The output is a DT_NTEXT column called "MergedXml," but you can change the name.

Converting the XML

SSIS has an XML task component you can use in the package control flow to transform XML with XSLT, but I had some problems getting that to work just the way I wanted. Instead I decided to perform the transformation in a script component inside my data flow.
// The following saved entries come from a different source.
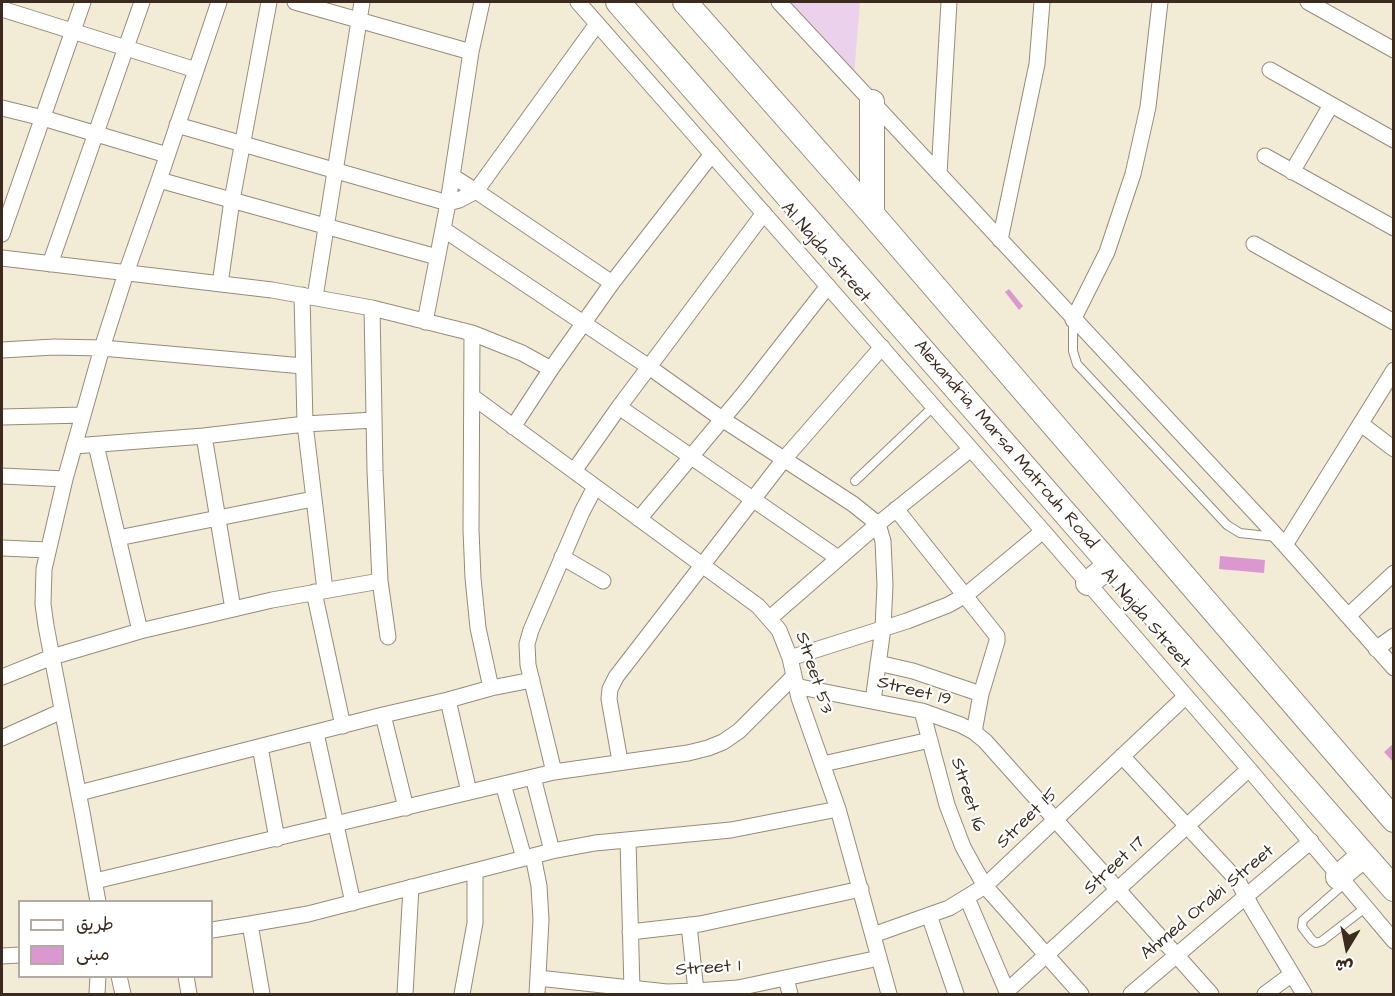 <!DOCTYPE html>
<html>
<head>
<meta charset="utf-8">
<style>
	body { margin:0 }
	#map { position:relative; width:1395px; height:996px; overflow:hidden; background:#f2ecd7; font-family:"Architects Daughter","Playpen Sans Arabic",sans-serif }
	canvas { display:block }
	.frame { position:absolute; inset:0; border:3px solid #3b2a1e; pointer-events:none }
	.legend { position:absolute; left:18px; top:900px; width:195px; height:78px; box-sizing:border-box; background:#fff; border:2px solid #b1aaa5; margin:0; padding:8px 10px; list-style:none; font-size:18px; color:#3b2a1e }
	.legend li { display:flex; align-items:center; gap:12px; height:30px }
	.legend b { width:30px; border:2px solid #b1aaa5 }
	.north { position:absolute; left:1317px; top:918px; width:60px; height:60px; -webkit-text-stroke:4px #fff; paint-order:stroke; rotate:190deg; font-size:16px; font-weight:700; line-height:24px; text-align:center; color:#3b2a1e }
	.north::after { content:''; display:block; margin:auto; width:21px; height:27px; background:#3b2a1e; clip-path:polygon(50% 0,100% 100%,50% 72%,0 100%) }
</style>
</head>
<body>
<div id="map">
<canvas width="1395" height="996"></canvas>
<div class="frame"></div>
<ul class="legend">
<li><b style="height:8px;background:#fff"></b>طريق</li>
<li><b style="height:16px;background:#db98d0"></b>مبنى</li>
</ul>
<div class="north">ش</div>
</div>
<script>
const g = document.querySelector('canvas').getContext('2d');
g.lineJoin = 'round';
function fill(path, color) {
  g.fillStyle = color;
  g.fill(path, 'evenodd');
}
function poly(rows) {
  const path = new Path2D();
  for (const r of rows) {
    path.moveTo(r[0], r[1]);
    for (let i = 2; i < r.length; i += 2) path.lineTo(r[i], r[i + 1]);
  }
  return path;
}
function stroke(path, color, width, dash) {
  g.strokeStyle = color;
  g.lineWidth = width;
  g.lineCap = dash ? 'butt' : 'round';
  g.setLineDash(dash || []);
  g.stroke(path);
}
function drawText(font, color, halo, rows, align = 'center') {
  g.font = font + ' "Architects Daughter",sans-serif';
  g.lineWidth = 4.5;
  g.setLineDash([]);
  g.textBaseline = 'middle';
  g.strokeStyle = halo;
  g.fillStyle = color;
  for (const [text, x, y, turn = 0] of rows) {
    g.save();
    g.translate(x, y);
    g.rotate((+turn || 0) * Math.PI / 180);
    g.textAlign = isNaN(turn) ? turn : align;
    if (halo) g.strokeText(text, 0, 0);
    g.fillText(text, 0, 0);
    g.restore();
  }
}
const built = poly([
	[780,2,860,2,854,75]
]);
const building = poly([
	[1009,289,1023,306,1019,310,1005,292],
	[1220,556,1265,560,1264,573,1219,569],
	[1394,743,1394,763,1384,752]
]);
const lane = poly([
	[1073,320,1073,351,1077,364,1227,525,1240,533,1276,537],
	[855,481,934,406],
	[1344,884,1303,920,1302,927,1312,940,1316,943,1322,941,1365,908]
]);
const street = poly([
	[295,2,471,52],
	[578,2,1043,531,1249,769,1394,941],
	[779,2,1285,545,1394,668],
	[1308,2,1394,50],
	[2,9,196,70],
	[1270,70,1394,140],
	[2,108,43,118,167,155],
	[177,125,448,203,459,200,476,191,597,24],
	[1265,156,1394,228],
	[1292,172,1331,105],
	[939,174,949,2],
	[452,176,476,191,612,283],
	[159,180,437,257],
	[443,229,649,367,722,419,853,504,878,524,883,541,885,585,883,628,873,701],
	[2,234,83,2],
	[1000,240,1037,64,1042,2],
	[1254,244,1394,322],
	[2,258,272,290,372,308,472,333,522,353,551,369],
	[50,264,142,2],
	[220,284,232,200,269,2],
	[302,295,305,424,325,590],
	[315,297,362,2],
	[372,308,375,471,380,581,388,637],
	[1073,320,1107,252,1133,174,1148,107,1160,2],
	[425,322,448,203,471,52,482,2],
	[472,333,471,530,473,578,478,628,491,688],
	[2,350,54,347,102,348,303,366],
	[473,397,758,606,779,630,790,658,799,698,838,809,889,994],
	[619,407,838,558],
	[2,417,83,415],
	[1361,424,1394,449],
	[513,427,551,369,612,283,712,154],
	[204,436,233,609],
	[96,445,140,631],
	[74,446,204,436,305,424,374,420],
	[574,471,619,407,764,213],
	[2,476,65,479],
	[896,509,997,636,997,641,981,694,974,732],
	[639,519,745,392,828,286],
	[118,538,313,499],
	[1285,545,1394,370],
	[2,548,48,550],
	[562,557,603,581],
	[314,592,343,726],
	[1348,616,1394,573],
	[770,618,878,524,971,449],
	[1376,649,1394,636],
	[790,658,907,621,948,605,966,595,1043,531],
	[878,663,913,671,981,694],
	[2,677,52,657,140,631,272,600,380,581],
	[795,686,922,711,961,725,974,732,985,741,1211,994],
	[448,700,469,792],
	[922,711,947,805,963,847,974,867,985,886,1081,994],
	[383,715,406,808],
	[316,733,353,903],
	[2,738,62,711],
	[260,747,277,839],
	[1122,756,1238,881,1252,908,1304,994],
	[620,761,609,699,610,689,616,677,785,458,882,347],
	[823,764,930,740],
	[554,772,528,665,527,644,531,630,582,512,595,487],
	[533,777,552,851],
	[503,784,524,858],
	[79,793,383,715,448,700,491,688,532,680],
	[628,840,632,989],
	[533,856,539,886,541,920,537,994],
	[95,881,554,772,688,753,708,748,723,742,739,731,793,677],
	[967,898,1008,994],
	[98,902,82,812,46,626,43,604,44,569,65,479,102,348,126,273,159,180,219,2],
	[929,915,956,994],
	[250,924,308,914,552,851,595,843,731,830,838,809],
	[689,925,696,991],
	[212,930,250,924,262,994],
	[630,932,700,924,861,889],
	[873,935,949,908,985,886,1186,696],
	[2,956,20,955],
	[119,976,123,994],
	[186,976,189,994],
	[538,978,667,992,696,991,738,988,879,958],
	[786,978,790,994],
	[1007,991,1249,769],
	[97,994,98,976],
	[405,994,411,887],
	[462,994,475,923,475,871],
	[1131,994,1311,841],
	[1265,994,1292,974]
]);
const primary = poly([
	[618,2,1394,889],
	[685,2,872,214,1394,820],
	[872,214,872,102],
	[1088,583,1110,565],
	[1338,877,1364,855]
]);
const streetNames = [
	["Al Najda Street",825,253,49],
	["Alexandria, Marsa Matrouh Road",1005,445,49],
	["Al Najda Street",1145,619,49],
	["Street 53",813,673,72],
	["Street 19",914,692,14],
	["Street 16",967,795,72],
	["Street 15",1028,819,-44],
	["Street 17",1115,866,-43],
	["Ahmed Orabi Street",1208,903,-40],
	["Street 1",708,969,-4]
];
fill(built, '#ebd1eb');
fill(building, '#db98d0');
stroke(lane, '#968b7a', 10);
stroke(street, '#968b7a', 17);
stroke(primary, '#968b7a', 26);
stroke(lane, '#fff', 8);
stroke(street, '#fff', 15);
stroke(primary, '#fff', 24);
drawText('18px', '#3b2a1e', '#fff', streetNames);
</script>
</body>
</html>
Here's the code from the script component to do that:

public override void Input0_ProcessInputRow(Input0Buffer Row)
{
	//build the xsl
	XslCompiledTransform xslt = new XslCompiledTransform();
	string xsl = "<xsl:stylesheet version=\"1.0\" xmlns:xsl=\"http://www.w3.org/1999/XSL/Transform\">" +
		"<xsl:template match=\"/\">" +
		"<xsl:for-each select=\"accounts/account\">" +
		"\n" +
		"HEADER  <xsl:value-of select=\"accountid\"/>~\n" +
		"ACCOUNT <xsl:value-of select=\"name\"/>|<xsl:value-of select=\"address1_city\"/>|<xsl:value-of select=\"address1_stateorprovince\"/>~\n" +
		"<xsl:for-each select=\"contacts/contact\">" +
		"CONTACT <xsl:value-of select=\"contactid\"/>|<xsl:value-of select=\"fullname\"/>|<xsl:value-of select=\"telephone1\"/>~\n" +
		"</xsl:for-each>" +
		"TRAILER <xsl:value-of select=\"accountid\"/>|<xsl:value-of select=\"count(contacts/contact)\" />~" +
		"</xsl:for-each>" +
		"</xsl:template>" +
		"</xsl:stylesheet>";
	System.Text.UnicodeEncoding myEncoder = new System.Text.UnicodeEncoding();
	Byte[] bytes = myEncoder.GetBytes(xsl);
	MemoryStream xslms = new MemoryStream(bytes);

	//load it
	xslt.Load(XmlReader.Create(xslms));

	//transform the xml using the xslt
	string outputtext = "";
	string rawxml = BlobColumnToString(Row.MergedXml);
	using (StringReader sr = new StringReader(rawxml))
	{
		using (XmlReader xr = XmlReader.Create(sr))
		{
			using (StringWriter sw = new StringWriter())
			{
				xslt.Transform(xr, null, sw);
				outputtext = sw.ToString();
			}
		}
	}

	//to remove the xml document declaration in the first line, we need to split the output into an array of lines first
	string[] lines = outputtext.Split(new string[] { "\r\n", "\n" }, StringSplitOptions.None);

	//join all the lines except the first one back together
	string outputlines = string.Join("\n", lines, 1, lines.Length - 1); //leave out the first line (xml declaration)

	//add an output row
	Output0Buffer.AddRow();

	//set the value of the output row column to the rejoined output lines value
	Output0Buffer.TransformOutput.AddBlobData(System.Text.Encoding.UTF8.GetBytes(outputlines));
}

/// <summary>
/// converts blob column data to a string - from https://stackoverflow.com/a/14253887
/// </summary>
string BlobColumnToString(Microsoft.SqlServer.Dts.Pipeline.BlobColumn blobColumn)
{
	if (blobColumn.IsNull)
		return string.Empty;

	var blobLength = Convert.ToInt32(blobColumn.Length);
	var blobData = blobColumn.GetBlobData(0, blobLength);
	var stringData = System.Text.Encoding.Unicode.GetString(blobData);

	return stringData;
}

A few notes:

  1. You will need to add using directives for these namespaces to your script: System.Xml, System.Xml.Xsl, System.IO.
  2. The BlobColumnToString helper method is necessary to read the contents of the MergedXml column into a string variable.
  3. Ideally you would store the XSL outside the script code so that it's easier to manage.
  4. When you transform the XML, the first line of the output will be an XML document declaration. I am removing that first line of the output with the code starting at line 44 in my sample above.